The court is required to look at the present and future earning capacity of both parties so be sure to address for both not only their current situations, but respective abilities to be self-supporting in the future, ability to continue to earn in the future and for what period of time, skills and training, and future prospects. The ability to be self-supporting is very fact sensitive and requires careful analysis. Do not just think of Factor #4 as relating to a spouse in a longterm marriage who has not worked in over 20 years, is in mid- to late-50’s, etc., but apply facts to a spouse with young children, still nursing, etc. Self-sufficiency depends upon the ability to achieve a lifestyle equal to that enjoyed during the marriage.

It is the responsibilities of the attorneys for the parties to make the court aware of the tax consequences to a payor spouse and payee spouse. Expert
testimony will be needed to provide the court with the tax impact upon each party of various maintenance scenarios, to allow the court to determine which amount most meets the demonstrated needs of the payee and the ability of the payor to make the payments.

Most often considered under the catch-all factor #11 is the issue of fault. While fault may not be considered in the equitable distribution of the marital estate unless it is egregious, there is no such standard applicable to fault as it relates to an award of maintenance. While marital fault does not preclude an award of maintenance, it is a relevant factor which can be considered. Maintenance can be directed by the court, or can be provided for in a “valid” agreement between the parties. An award of maintenance is ultimately in the discretion of the court. The overriding purpose of spousal maintenance is to enable the receiving spouse to achieve financial independence.

The reason for imposing a time limitation upon a maintenance award is usually to give the supported spouse a reasonable period of time in order to learn or update work skills and enter the work force with a view to being self-supporting. The court may award permanent maintenance. DRL Section 236(B)(9). Permanent, or non-durational, maintenance may be appropriate where one spouse’s energies during the marriage where primarily devoted to homemaking and childrearing to the detriment of being able to become self-sufficient and maintain the pre-divorce standard of living. The court cannot make an open-ended award in terms of the amount that is to be paid; there must be a set number.

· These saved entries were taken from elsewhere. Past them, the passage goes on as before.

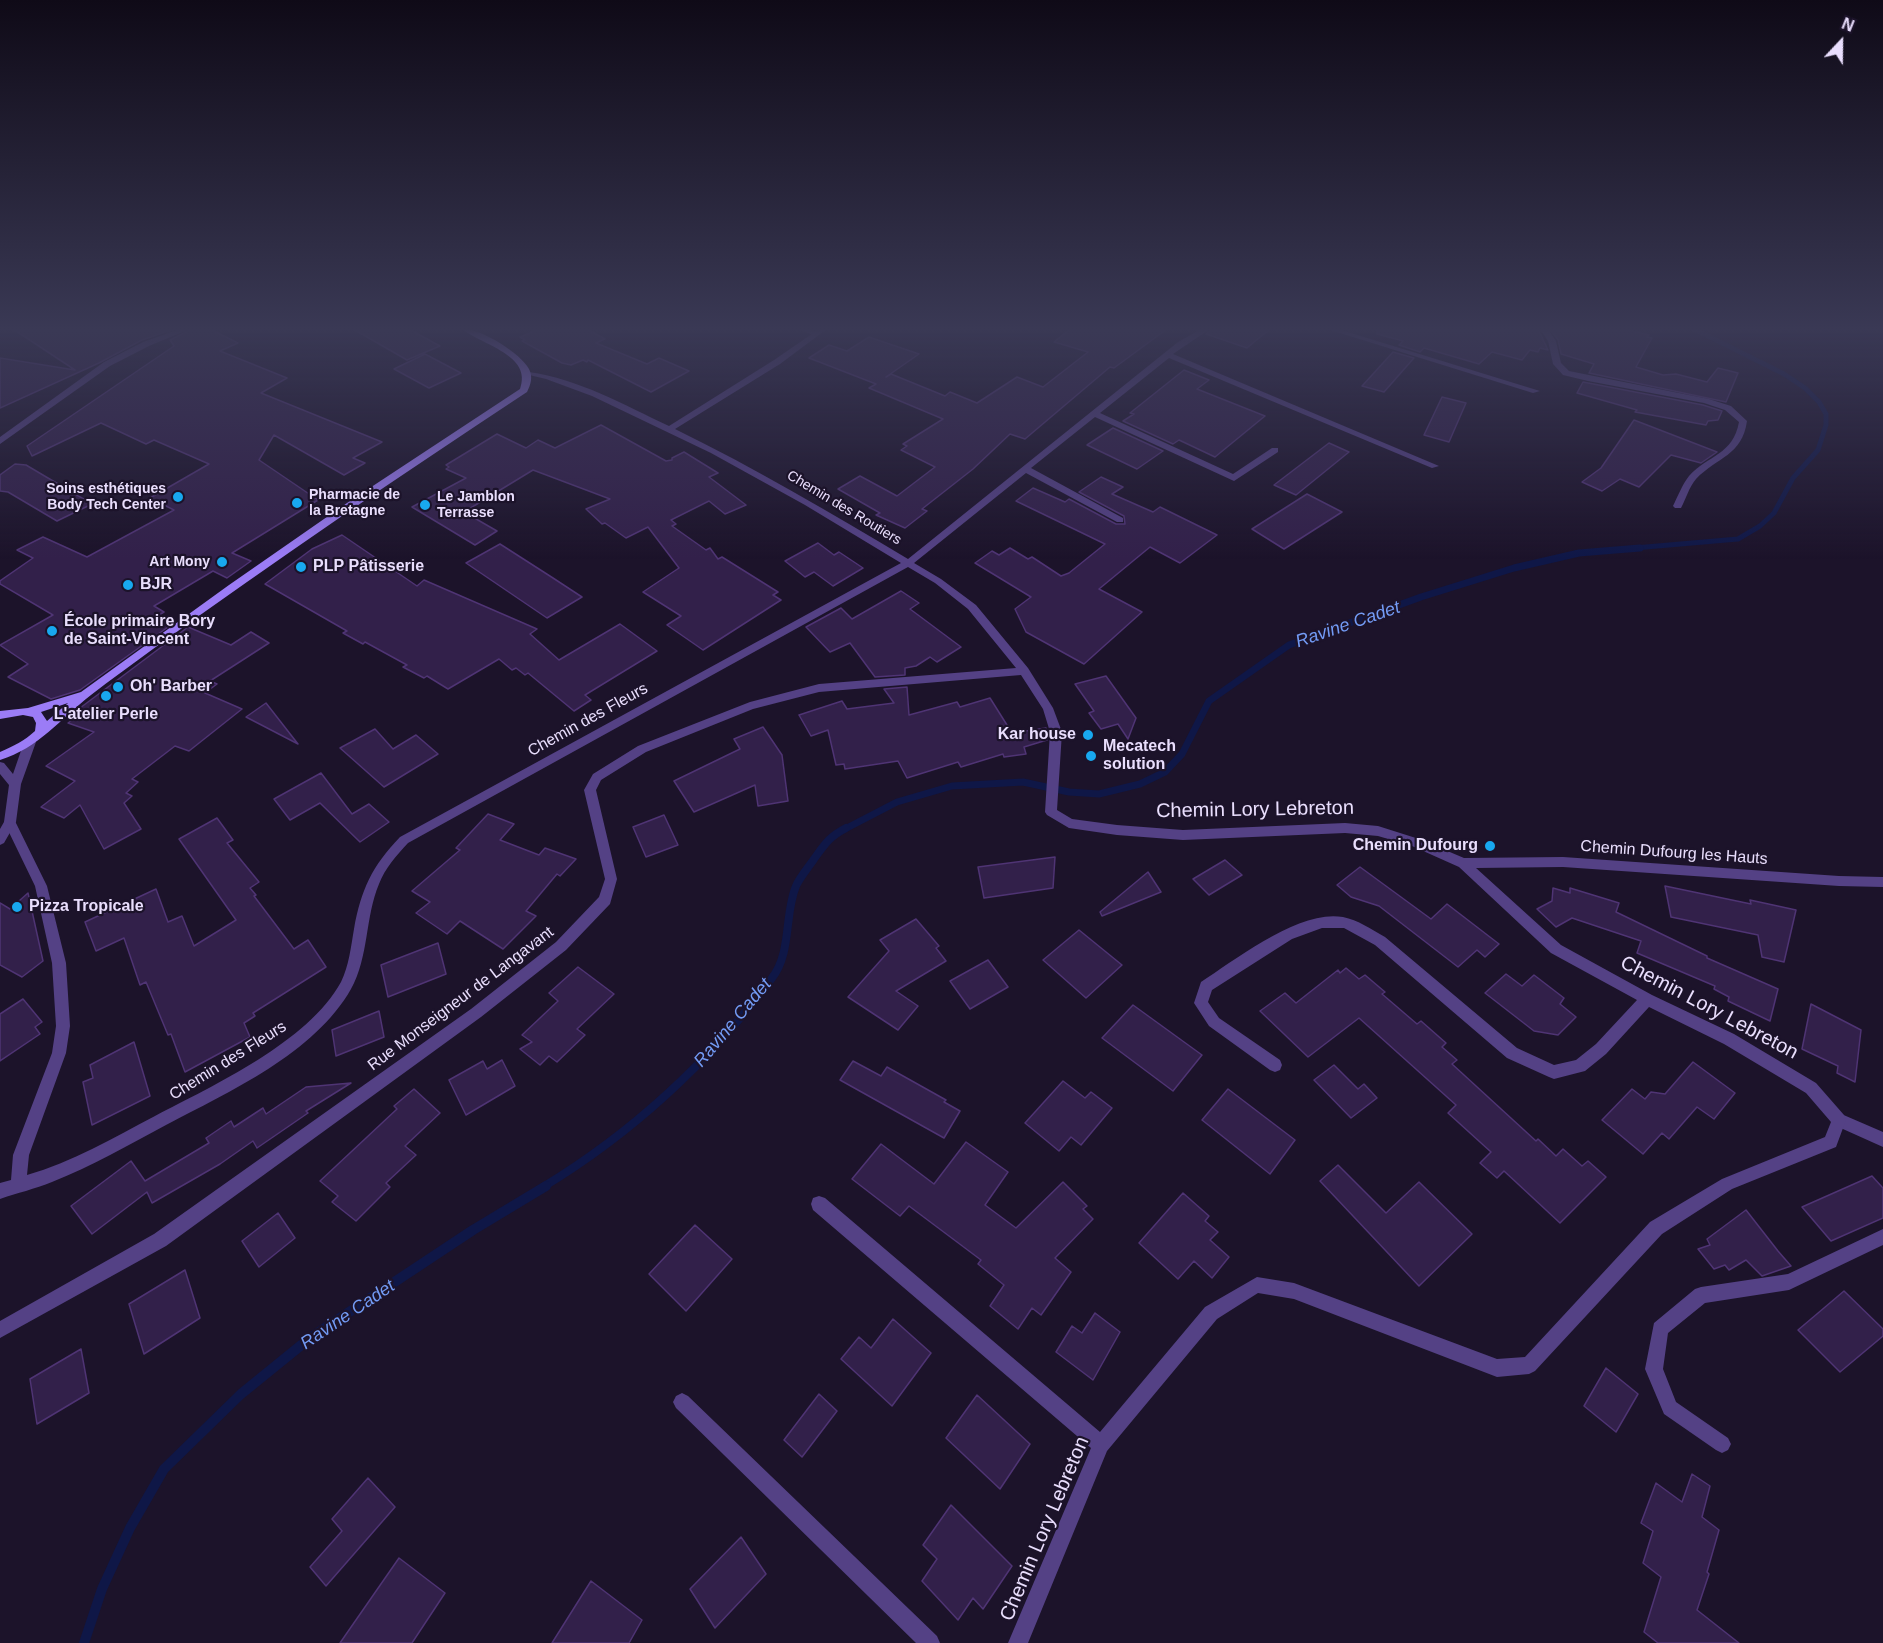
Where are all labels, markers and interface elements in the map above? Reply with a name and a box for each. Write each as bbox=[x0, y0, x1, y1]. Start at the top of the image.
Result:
north arrow bbox=[1811, 12, 1871, 72]
text: N bbox=[1839, 15, 1856, 35]
street label: Chemin des Routiers bbox=[784, 467, 904, 549]
place label: Soins esthétiques Body Tech Center bbox=[46, 481, 166, 514]
place label: Pharmacie de la Bretagne bbox=[309, 487, 400, 520]
place label: Le Jamblon Terrasse bbox=[437, 489, 515, 522]
marker: Soins esthétiques Body Tech Center bbox=[171, 490, 185, 504]
marker: Pharmacie de la Bretagne bbox=[290, 496, 304, 510]
marker: Le Jamblon Terrasse bbox=[418, 498, 432, 512]
place label: Art Mony bbox=[149, 554, 210, 570]
marker: Art Mony bbox=[215, 555, 229, 569]
place label: PLP Pâtisserie bbox=[313, 557, 424, 577]
marker: PLP Pâtisserie bbox=[294, 560, 308, 574]
place label: BJR bbox=[140, 575, 172, 595]
marker: BJR bbox=[121, 578, 135, 592]
water label: Ravine Cadet bbox=[1293, 597, 1403, 653]
place label: École primaire Bory de Saint-Vincent bbox=[64, 612, 215, 650]
marker: École primaire Bory de Saint-Vincent bbox=[45, 624, 59, 638]
place label: Oh' Barber bbox=[130, 677, 212, 697]
street label: Chemin des Fleurs bbox=[525, 679, 651, 761]
marker: Oh' Barber bbox=[111, 680, 125, 694]
marker: L'atelier Perle bbox=[99, 689, 113, 703]
place label: L'atelier Perle bbox=[54, 705, 158, 725]
place label: Kar house bbox=[998, 725, 1076, 745]
marker: Kar house bbox=[1081, 728, 1095, 742]
place label: Mecatech solution bbox=[1103, 737, 1176, 775]
marker: Mecatech solution bbox=[1084, 749, 1098, 763]
street label: Chemin Lory Lebreton bbox=[1156, 796, 1354, 824]
place label: Chemin Dufourg bbox=[1353, 836, 1478, 856]
street label: Chemin Dufourg les Hauts bbox=[1580, 837, 1768, 869]
marker: Chemin Dufourg bbox=[1483, 839, 1497, 853]
place label: Pizza Tropicale bbox=[29, 897, 144, 917]
marker: Pizza Tropicale bbox=[10, 900, 24, 914]
street label: Rue Monseigneur de Langavant bbox=[364, 923, 558, 1075]
street label: Chemin Lory Lebreton bbox=[1616, 951, 1802, 1065]
water label: Ravine Cadet bbox=[690, 974, 776, 1072]
street label: Chemin des Fleurs bbox=[166, 1017, 290, 1105]
water label: Ravine Cadet bbox=[297, 1276, 399, 1354]
street label: Chemin Lory Lebreton bbox=[995, 1433, 1095, 1625]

On the other hand, durational maintenance is that which is required for a fixed period of time to allow the receiving spouse to become self-supporting and in recognition of the predivorce standard of living. Maintenance terminates upon the death of either party or upon the recipient’s valid or invalid marriage. DRL Section 236(B)(6)(c).

Maintenance is deductible by the payor spouse and is includable in the recipient spouse’s income. However, if a payment is not true maintenance, the IRS will not allow it as a deduction. A person’s marital status is determined, for tax purposes, as of the end of the calendar year. IRC Section 143(a)(1). Therefore, a person who weds on December 29th is considered married for the whole year and, conversely, a person whose divorce is finalized on December 29th cannot file as a married person. A divorce becomes final on the date the judgment is filed in the county clerk’s office. However, the parties can agree, or the court can order, that the maintenance payments are not taxable to the recipient and not an adjustment to the income of the payor. 26 USCA Section 71(b)(1)(B). The court must have a clear rationale for ordering the payments non-taxable.

Where maintenance and child support are both payable, the amount of maintenance must first be deducted before calculating child support. Family Court has jurisdiction to provide support to a spouse, rather than a former spouse.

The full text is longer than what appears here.